Since Mr. Silverman departed, there’s also been an increase in stiff competition that didn’t even exist a decade ago: cable stations like FX (It’s Always Sunny in Philadelphia, You’re the Worst, Louie), IFC (Portlandia) and streaming platforms like Netflix (BoJack Horseman, Master of None), Hulu (The Mindy Project) and Amazon (Transparent).
So, on January 7, NBCU will launch one of its most ambitious projects to date in an attempt to win back the millions of comedy nerds that they’ve lost to other “content providers”: a new ad-free streaming channel called Seeso, which is, essentially, an app.
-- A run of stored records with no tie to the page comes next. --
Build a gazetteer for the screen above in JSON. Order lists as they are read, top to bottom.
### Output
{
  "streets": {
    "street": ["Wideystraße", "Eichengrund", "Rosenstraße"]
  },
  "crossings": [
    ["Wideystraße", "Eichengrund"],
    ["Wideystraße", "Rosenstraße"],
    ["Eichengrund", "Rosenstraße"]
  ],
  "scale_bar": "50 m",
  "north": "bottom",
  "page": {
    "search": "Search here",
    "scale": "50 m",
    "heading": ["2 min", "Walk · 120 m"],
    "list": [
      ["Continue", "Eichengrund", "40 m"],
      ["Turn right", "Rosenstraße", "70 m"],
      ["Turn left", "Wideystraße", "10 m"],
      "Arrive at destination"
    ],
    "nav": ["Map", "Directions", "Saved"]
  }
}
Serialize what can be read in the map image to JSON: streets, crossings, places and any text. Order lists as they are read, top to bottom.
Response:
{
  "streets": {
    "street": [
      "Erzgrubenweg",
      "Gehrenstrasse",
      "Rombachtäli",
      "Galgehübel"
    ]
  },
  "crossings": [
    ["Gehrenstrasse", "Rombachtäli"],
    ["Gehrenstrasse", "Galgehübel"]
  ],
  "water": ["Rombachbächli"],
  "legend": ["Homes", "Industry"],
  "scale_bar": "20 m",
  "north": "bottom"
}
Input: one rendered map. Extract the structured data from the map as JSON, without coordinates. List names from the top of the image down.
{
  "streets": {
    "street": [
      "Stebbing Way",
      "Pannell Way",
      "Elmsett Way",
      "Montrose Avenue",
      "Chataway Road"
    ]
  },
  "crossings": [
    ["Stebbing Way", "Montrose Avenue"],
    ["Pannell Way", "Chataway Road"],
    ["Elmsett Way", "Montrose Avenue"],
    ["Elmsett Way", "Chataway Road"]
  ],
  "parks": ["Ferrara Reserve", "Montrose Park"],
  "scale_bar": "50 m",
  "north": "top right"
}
For the “low price” of $3.99 a month (“less than the price of the latte!” its promotions claim) subscribers will gain access to a gigantic library of newly remastered hits—Kids in the Hall, Monty Python’s Flying Circus, Fawlty Towers—as well as next-day viewings of NBCU’s current late night programming and all 40 years of Saturday Night Live. In addition, Seeso will launch with a huge slate of original content, more shows than all the major networks launch in the fall put together.
It’s unprecedented and risky for a major network to get into the streaming business, competing for eyeballs with the likes of Amazon, Hulu and Netflix…to say nothing of its focus on a niche audience obsessed with comedy. Evan Shapiro, NBCU’s EVP of digital content, is the ace up the network’s sleeve.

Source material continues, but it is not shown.